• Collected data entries
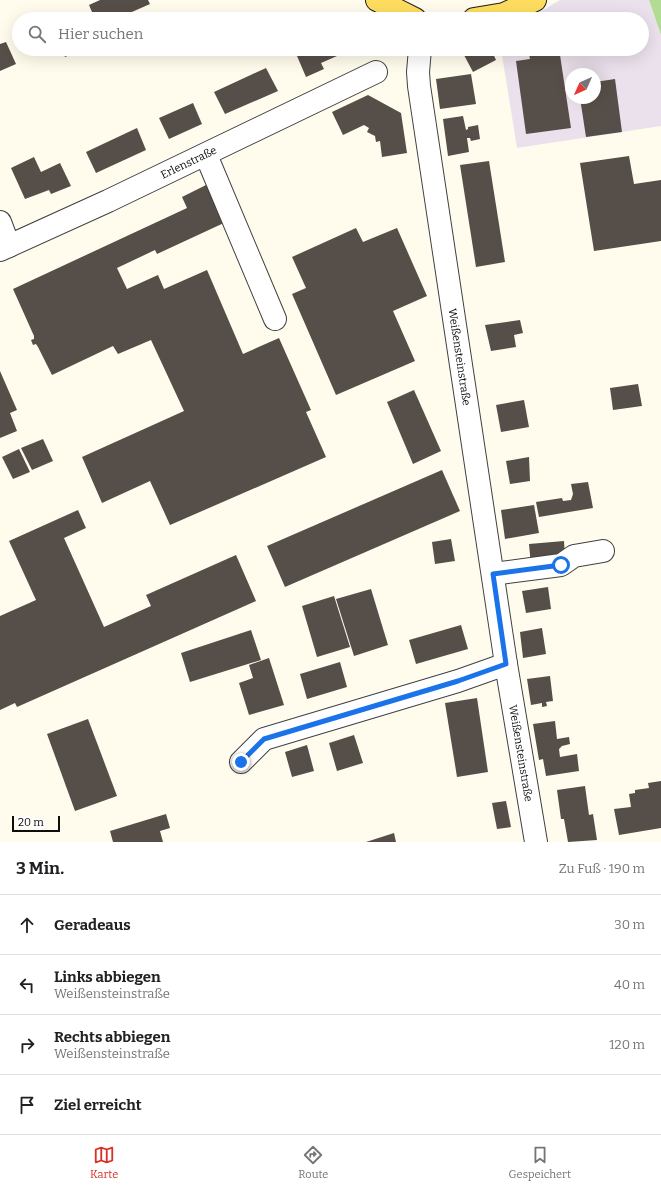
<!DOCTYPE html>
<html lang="de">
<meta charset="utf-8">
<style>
:root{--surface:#fff;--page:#f2f2f2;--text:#202124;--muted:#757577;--line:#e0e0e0;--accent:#d93025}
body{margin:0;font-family:Bitter,serif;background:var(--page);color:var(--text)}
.compass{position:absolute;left:565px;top:68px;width:36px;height:36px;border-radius:50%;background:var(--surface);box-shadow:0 4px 16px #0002;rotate:225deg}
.scale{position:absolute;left:12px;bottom:10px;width:48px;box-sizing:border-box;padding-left:4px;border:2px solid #0d0d0d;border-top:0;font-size:11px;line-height:14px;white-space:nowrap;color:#0d0d0d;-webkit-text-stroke:3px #fff;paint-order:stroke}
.stop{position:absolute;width:12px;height:12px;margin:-9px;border:3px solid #1a73e8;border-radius:50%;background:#fff}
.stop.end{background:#1a73e8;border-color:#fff;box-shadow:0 1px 4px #0008}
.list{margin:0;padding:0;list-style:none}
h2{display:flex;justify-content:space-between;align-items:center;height:52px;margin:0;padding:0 16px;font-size:17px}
h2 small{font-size:13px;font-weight:400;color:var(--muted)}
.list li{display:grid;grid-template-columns:26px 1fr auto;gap:12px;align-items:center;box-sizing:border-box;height:60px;padding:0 16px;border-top:1px solid var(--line)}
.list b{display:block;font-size:15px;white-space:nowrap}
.list p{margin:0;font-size:13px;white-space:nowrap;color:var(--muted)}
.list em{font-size:13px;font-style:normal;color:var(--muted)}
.icon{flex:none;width:22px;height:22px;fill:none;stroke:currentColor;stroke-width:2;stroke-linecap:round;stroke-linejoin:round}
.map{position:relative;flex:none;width:661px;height:842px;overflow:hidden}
.search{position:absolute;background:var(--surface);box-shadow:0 4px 16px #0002;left:12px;right:12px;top:12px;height:44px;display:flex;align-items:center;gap:10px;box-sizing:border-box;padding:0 14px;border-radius:22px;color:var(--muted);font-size:15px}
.sheet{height:292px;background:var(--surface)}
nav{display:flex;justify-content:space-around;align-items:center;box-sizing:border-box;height:56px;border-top:1px solid var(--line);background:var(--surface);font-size:11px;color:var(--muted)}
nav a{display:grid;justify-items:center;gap:2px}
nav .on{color:var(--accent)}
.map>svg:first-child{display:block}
.industrial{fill:#ebe1ec;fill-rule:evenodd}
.forest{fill:#b2dc94}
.building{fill:#564e49}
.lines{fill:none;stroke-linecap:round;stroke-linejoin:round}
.minor-casing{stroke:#404040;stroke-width:24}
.major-casing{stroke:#1e1e1e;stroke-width:24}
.minor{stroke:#fff;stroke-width:22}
.major{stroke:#fedd5e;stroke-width:22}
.route{stroke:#1a73e8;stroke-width:5}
.labels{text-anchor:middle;stroke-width:4;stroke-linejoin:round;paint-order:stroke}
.street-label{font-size:11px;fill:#0d0d0d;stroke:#fff}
</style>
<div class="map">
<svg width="661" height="842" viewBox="0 0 661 842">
<rect width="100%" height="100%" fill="#fffced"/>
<!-- industrial -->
<path class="industrial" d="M560,0H649L661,35V126L517,148L501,49H642V19H528ZM571,74H595V98H571Z"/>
<!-- forest -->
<polygon class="forest" points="649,0 661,0 661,35"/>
<!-- building -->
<g class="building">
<polygon points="100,0 148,0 150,4 116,19 95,19 89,5"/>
<polygon points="6,42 16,64 0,71 0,44"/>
<polygon points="61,49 70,49 72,54 65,57"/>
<polygon points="311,49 334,49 337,56 321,63 324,69 306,77 297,56"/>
<polygon points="476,49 491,49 496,60 473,72 464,55"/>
<polygon points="528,49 573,49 574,53 560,55 571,128 526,134 516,61 530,59"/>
<polygon points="266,68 278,91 225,114 214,92"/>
<polygon points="471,74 476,104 440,109 436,79"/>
<polygon points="615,79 622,132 586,137 580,98 595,98 595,82"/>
<polygon points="368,95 401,113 407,153 382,157 380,141 376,142 375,136 367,132 369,128 364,125 343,135 332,112"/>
<polygon points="193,103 202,124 169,139 159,118"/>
<polygon points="463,116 466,130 468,129 468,127 478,125 480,139 471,141 470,138 467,138 469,152 448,156 443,119"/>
<polygon points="137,128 146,150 96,173 86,152"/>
<polygon points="629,156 634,184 661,180 661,241 594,251 580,163"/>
<polygon points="34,157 41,172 60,163 71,186 51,194 49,190 25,199 11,168"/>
<polygon points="489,161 505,262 476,267 460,165"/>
<polygon points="208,184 226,222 157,254 155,250 117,268 127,289 158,275 164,289 207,270 243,354 279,338 311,410 306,412 326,457 170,525 150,481 102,503 82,457 184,411 151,340 118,354 113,346 52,375 38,347 36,344 33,345 31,340 34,339 34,336 13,289 187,208 182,197"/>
<polygon points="356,228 363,242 397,228 427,296 393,311 415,361 336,395 292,294 306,288 292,257"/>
<polygon points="520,320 523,333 514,335 516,347 491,351 485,325"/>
<polygon points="0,371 17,410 10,413 17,431 0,438"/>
<polygon points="638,384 642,406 613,410 610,388"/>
<polygon points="414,390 441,451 413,464 387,402"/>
<polygon points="524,400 529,427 501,432 496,405"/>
<polygon points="43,439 53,461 32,470 21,448"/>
<polygon points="19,449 30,472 13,479 2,457"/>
<polygon points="529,457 530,481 510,484 506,461"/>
<polygon points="442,470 460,511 285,587 267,546"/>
<polygon points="588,482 593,508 539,517 536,502 562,498 563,501 571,500 573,494 571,484"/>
<polygon points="534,505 539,533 505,539 501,510"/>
<polygon points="78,510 86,528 64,538 104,627 151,606 146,595 236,555 256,601 17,707 15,703 0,710 0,616 36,600 9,541"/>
<polygon points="451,539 455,561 435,564 432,542"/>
<polygon points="564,541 565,557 531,566 529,544"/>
<polygon points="548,587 551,609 526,613 522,591"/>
<polygon points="371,589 388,645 354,656 336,599"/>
<polygon points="334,596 350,647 317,657 302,606"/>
<polygon points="461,625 468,649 416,664 409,640"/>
<polygon points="542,628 546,654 523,658 520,632"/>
<polygon points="251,630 261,660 190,682 181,653"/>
<polygon points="269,658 284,705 249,715 239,683 253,678 249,665"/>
<polygon points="340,662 347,687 307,699 300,674"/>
<polygon points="550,676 553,701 546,702 547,706 542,707 542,703 531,705 527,679"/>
<polygon points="477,698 488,772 457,777 445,703"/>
<polygon points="88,719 117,796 75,811 47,734"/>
<polygon points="555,721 557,739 569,737 570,744 562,746 559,749 560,757 577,754 579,771 546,776 543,759 539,760 533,724"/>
<polygon points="354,735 363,763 337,771 329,743"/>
<polygon points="307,745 314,771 292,777 285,752"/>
<polygon points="661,781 661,828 619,835 614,809 631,807 629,794 635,793 635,790 649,788 648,783"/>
<polygon points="585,786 589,815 593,814 597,840 568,842 564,819 561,819 557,790"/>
<polygon points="506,801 511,827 497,829 492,803"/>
<polygon points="166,814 170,828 160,831 163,842 113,842 110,831"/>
<polygon points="394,833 396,842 366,842"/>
</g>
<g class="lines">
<!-- minor casing -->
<g class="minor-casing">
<g id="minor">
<path id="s1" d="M420,49L418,72L419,86L506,664L536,842"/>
<polyline points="206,155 275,319"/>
<polyline points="0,222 9,246"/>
<path id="s2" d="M0,250L108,201L376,72"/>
<polyline points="493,574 561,565 574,556 603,551"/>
<polyline points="241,762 264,739 458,681 506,664"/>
</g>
</g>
<!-- major casing -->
<g class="major-casing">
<g id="major">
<polyline points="377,0 415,19"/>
<polyline points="474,19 504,14 535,0"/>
</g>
</g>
<!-- minor -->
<use href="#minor" class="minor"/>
<!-- major -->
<use href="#major" class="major"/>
</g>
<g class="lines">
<!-- route -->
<polyline class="route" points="241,762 264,739 458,681 506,664 493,574 561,565"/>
</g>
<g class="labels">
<!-- street labels -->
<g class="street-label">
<text dy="4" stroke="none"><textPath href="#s2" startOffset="208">Erlenstraße</textPath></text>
<text dy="4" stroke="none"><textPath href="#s1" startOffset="311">Weißensteinstraße</textPath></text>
<text dy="4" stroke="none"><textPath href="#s1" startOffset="712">Weißensteinstraße</textPath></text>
</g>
</g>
</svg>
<svg class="compass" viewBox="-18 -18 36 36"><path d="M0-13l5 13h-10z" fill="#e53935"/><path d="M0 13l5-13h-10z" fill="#757577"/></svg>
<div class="scale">20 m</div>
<div class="stop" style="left:561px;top:565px"></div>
<div class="stop end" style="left:241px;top:762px"></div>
<div class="search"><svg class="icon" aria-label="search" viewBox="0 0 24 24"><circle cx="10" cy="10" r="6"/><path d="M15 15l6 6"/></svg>Hier suchen</div>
</div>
<section class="sheet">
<h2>3 Min.<small>Zu Fuß · 190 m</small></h2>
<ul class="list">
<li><svg class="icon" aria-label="ahead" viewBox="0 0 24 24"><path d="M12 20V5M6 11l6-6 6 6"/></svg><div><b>Geradeaus</b></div><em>30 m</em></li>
<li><svg class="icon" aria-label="left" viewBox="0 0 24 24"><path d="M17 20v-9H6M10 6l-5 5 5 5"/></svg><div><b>Links abbiegen</b><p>Weißensteinstraße</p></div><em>40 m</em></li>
<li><svg class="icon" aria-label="right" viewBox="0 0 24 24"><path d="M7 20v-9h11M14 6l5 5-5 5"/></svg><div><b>Rechts abbiegen</b><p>Weißensteinstraße</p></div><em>120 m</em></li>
<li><svg class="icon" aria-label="arrive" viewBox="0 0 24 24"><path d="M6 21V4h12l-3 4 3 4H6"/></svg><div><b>Ziel erreicht</b></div></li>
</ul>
</section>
<nav>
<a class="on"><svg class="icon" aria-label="map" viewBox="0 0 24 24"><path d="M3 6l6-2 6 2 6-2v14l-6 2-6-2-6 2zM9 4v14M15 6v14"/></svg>Karte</a>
<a><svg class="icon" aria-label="directions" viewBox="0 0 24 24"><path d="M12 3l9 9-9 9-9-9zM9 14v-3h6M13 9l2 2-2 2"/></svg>Route</a>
<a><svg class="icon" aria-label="saved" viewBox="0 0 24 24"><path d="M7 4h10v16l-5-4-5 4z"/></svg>Gespeichert</a>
</nav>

• Task goal
Show all lines above holding the word "linecap".

• Task answer
.icon{flex:none;width:22px;height:22px;fill:none;stroke:currentColor;stroke-width:2;stroke-linecap:round;stroke-linejoin:round}
.lines{fill:none;stroke-linecap:round;stroke-linejoin:round}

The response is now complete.